The MacView

Virtual Instrumentation from a Mac perspective

My Photo
Name:
Location: Pflugerville, TX, United States

Tuesday, June 26, 2007

What ZFS support means

There have been a lot of ramblings about ZFS support in Leopard. Many people have wondered what the big deal is, and how it would help the average Mac user. Personally, I was just waiting for Steve Jobs to say the words "boot ZFS" and my life would have been compelte (well, not really, but it would have been pretty cool).

First, a little history (as I remember it, so it may not be completely accurate, but its close enough). The first filesystem (the way files are stored on disk) on the Macintosh was MFS (Multiple File System). MFS was very short lived (I have never actually used it, just heard about it). It did not have hierarchical file system (no folders). HFS (Hierarchical File System) replaced MFS pretty quickly.
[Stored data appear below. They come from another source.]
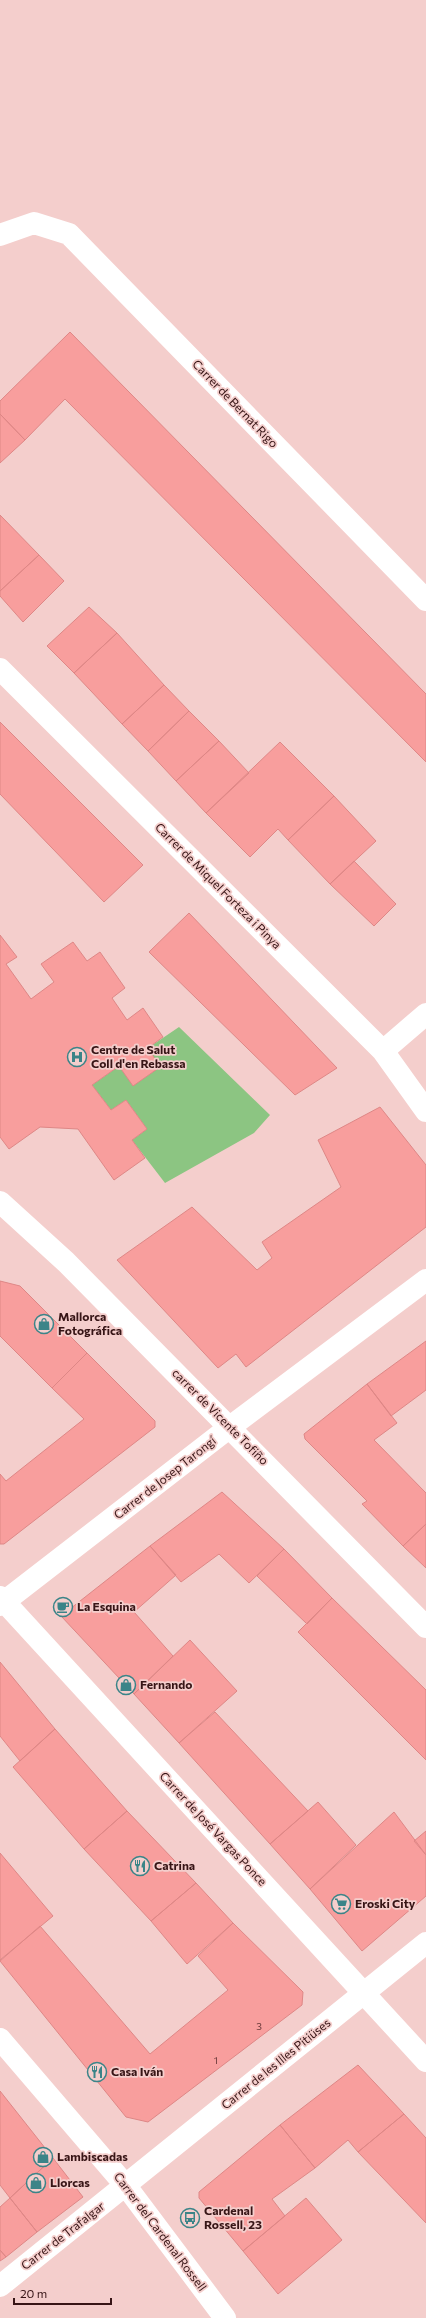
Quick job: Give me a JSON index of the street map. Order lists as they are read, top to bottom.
{
  "streets": {
    "street": [
      "Carrer de Bernat Rigo",
      "Carrer de Miquel Forteza i Pinya",
      "carrer de Vicente Tofiño",
      "Carrer de Josep Tarongí",
      "Carrer de José Vargas Ponce",
      "Carrer de les Illes Pitiüses",
      "Carrer del Cardenal Rossell",
      "Carrer de Trafalgar"
    ]
  },
  "crossings": [
    ["carrer de Vicente Tofiño", "Carrer de Josep Tarongí"],
    ["Carrer de Josep Tarongí", "Carrer de José Vargas Ponce"],
    ["Carrer de José Vargas Ponce", "Carrer de les Illes Pitiüses"],
    ["Carrer de les Illes Pitiüses", "Carrer del Cardenal Rossell"],
    ["Carrer de les Illes Pitiüses", "Carrer de Trafalgar"],
    ["Carrer del Cardenal Rossell", "Carrer de Trafalgar"]
  ],
  "places": {
    "hospital": ["Centre de Salut Coll d'en Rebassa"],
    "shop": [
      "Mallorca Fotográfica",
      "Fernando",
      "Lambiscadas",
      "Llorcas"
    ],
    "cafe": ["La Esquina"],
    "restaurant": ["Catrina", "Casa Iván"],
    "supermarket": ["Eroski City"],
    "bus stop": ["Cardenal Rossell, 23"]
  },
  "house_numbers": ["3", "1"],
  "scale_bar": "20 m"
}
HFS was written when most people still booted off of 3.5" floppy disks (1.44 MB max) and computer RAM was measured in kB not GB. Then Apple upgraded HFS to HFSPlus. It handled much bigger drives, supported Unicode better and was just overall a better, more modern filesystem. The last little tweak Apple did to HFSPlus was to add journalling support (the filesystem better handled unexpected power outages).

The Sun develops an incredible filesystem, ZFS (Zetabyte File System).


  1. Adding more disk space is easy

    Right now, there are one or more logical disks for every physical disk. Most people are familiar with Macintosh HD which is a logical disk (Macintosh HD on the desktop) and a physical disk (say, a Western Digital inside their Mac). You can partition a physical disk into multiple logical disks. I have done this with a 250 GB external firewire drive. I have a different Mac OS version on each of (now 5) partitions, or logical disks.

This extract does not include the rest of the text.